Getting into data visualization — where should I start?

I love data — and I broadcast that fact pretty widely.

An altogether unnecessary analysis of whether picking 1st in fantasy football matters. It doesn’t.

If you’ve attended a party with me recently, I apologize for talking your ear off about data visualization tools for the web or the cool R package I was playing with recently.

If you play fantasy sports with me, you’re welcome for the charts. So many charts.

That has perhaps unsurprisingly led to me hearing this question more and more frequently:

“Nick, I want to get into data analysis and visualization, where should I start?”

Unfortunately there is no perfect one-size-fits-all solution — everyone’s needs are a little different, and what folks already know can vary widely. One of the things I love about the current technical/educational/business climate is that smart people from very different career paths and backgrounds are saying to themselves “I need to get more into data.”

But amid those differences and after many conversations I have seen enough commonalities to put together what I think is a useful starter list. Obviously this isn’t for everyone. Are you an experienced engineer laughing at the idea of learning Javascript or Python for the first time? Already know D3.js and wondering whether to learn one of these or roll your own chart library on top of D3? This isn’t for you. This is for the academic scientist, school teacher, research consultant, project manager, funemployed guy or MBA grad (all recent examples) who wants to begin from closer to scratch.

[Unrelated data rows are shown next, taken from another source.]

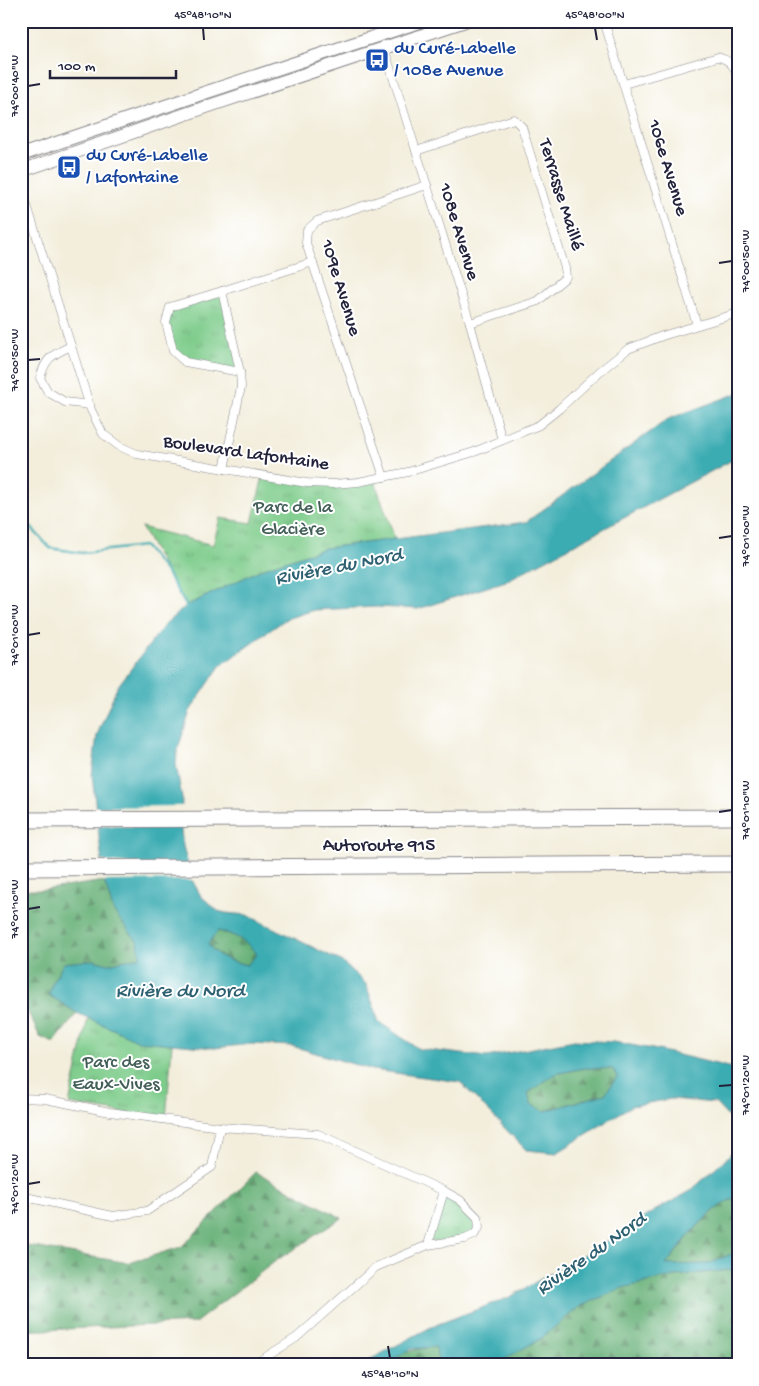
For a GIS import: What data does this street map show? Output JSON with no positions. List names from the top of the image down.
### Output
{
  "streets": {
    "highway": ["Autoroute 915"],
    "street": [
      "106e Avenue",
      "Terrasse Maillé",
      "108e Avenue",
      "109e Avenue",
      "Boulevard Lafontaine"
    ]
  },
  "crossings": [
    ["106e Avenue", "Boulevard Lafontaine"],
    ["Terrasse Maillé", "108e Avenue"],
    ["108e Avenue", "109e Avenue"],
    ["108e Avenue", "Boulevard Lafontaine"],
    ["109e Avenue", "Boulevard Lafontaine"]
  ],
  "water": ["Rivière du Nord"],
  "parks": ["Parc de la Glacière", "Parc des Eaux-Vives"],
  "places": {
    "bus stop": ["du Curé-Labelle / 108e Avenue", "du Curé-Labelle / Lafontaine"]
  },
  "scale_bar": "100 m",
  "coordinates": [
    "45°48'10\"N",
    "45°48'00\"N",
    "74°00'40\"W",
    "74°00'50\"W",
    "74°01'00\"W",
    "74°01'10\"W",
    "74°01'20\"W"
  ]
}
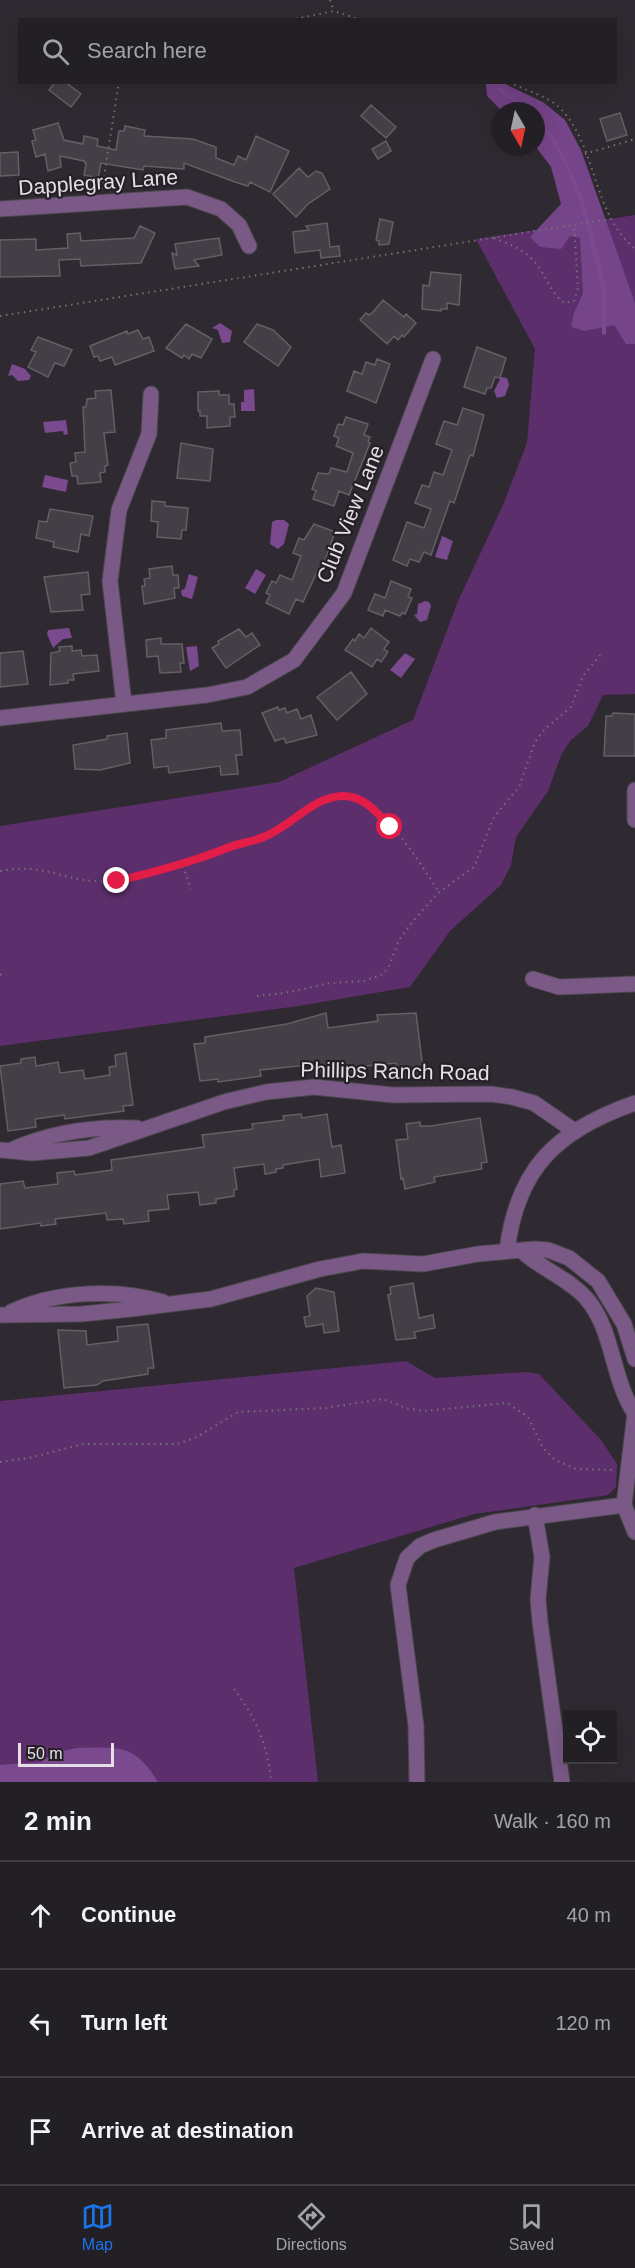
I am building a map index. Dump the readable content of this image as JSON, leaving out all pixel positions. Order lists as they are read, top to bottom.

If that describes you, organized from “no coding” up through “I ♥ code”, this is where I think you should start.


No coding

First, if you haven’t pushed Excel’s boundaries, it’s worth doing. Seriously. Learn pivot tables at least. It may sound lame, but Excel can do a lot more than people expect. It can even make pretty charts if you try hard enough.

If you have some data already and just want a good tool to explore it visually or to export more compelling charts, Tableau is incredibly popular and powerful. There is a free public version and a very expensive paid version which you can get for free as a student. It can publish to the web, or to static graphics to include in research papers, post to Instagram or print out as giant wall-sized charts. The Tableau Public website has a lot of quality examples posted for you to get inspiration from.

Sadly, the next “No coding” tool I like to recommend, Infoactive, is shutting down…but on the bright side it is because they were acquired by Tableau. This hopefully means good things for Tableau Public in the future. I will plug a free book spearheaded by the Infoactive team that is useful background on data visualization design using any of the tools I cover here:

Data + Design
A simple introduction to preparing and visualizing information

Some coding

If I were picking one single programming language to use solely with data I would pick R. It’s free, supported by tons of ongoing development adding useful packages on top of the base language, and there are great free resources to learn it. First among those resources — I cannot recommend these Coursera classes highly enough:

Taking all of them might be overkill for a true beginner, but the track of classes walks a nice line from the introduction of key data science terms and ideas, through exploratory data analysis (which covers useful packages for R like ggplot, a very popular visualization tool) all the way to adding interactivity, publishing to the web via Shiny and storytelling with data.

R is what I use most frequently for small, quick analyses and ad hoc visualization — if you’ve got a dataset that Excel is struggling with (too big, not flexible enough, poor visualizations), R is perfect for exploring quickly.

This is also the time for a quick “yes, you should probably learn some SQL.” SQL is very targeted in scope compared to R (really, it’s far from an apples to apples comparison)—but if there are databases that you need to dive into to gather data for use with any of these other tools or languages, there is a good chance you’ll want to know SQL, and it will pay dividends in the long run.

I ♥ code

More often than not, the question of “where should I start?” comes in response to a fantastic interactive visualization presented on the web. I’m a huge fan of all the recent innovation in this area (see my in-depth survey of innovative work here).

Unfortunately, if you really love this piece:

…it can be disheartening to find out how much you have to learn to be able to build your own. It’s worth reiterating up front that “being as good as the New York Times” is a tough goal. A worthy one, but tough.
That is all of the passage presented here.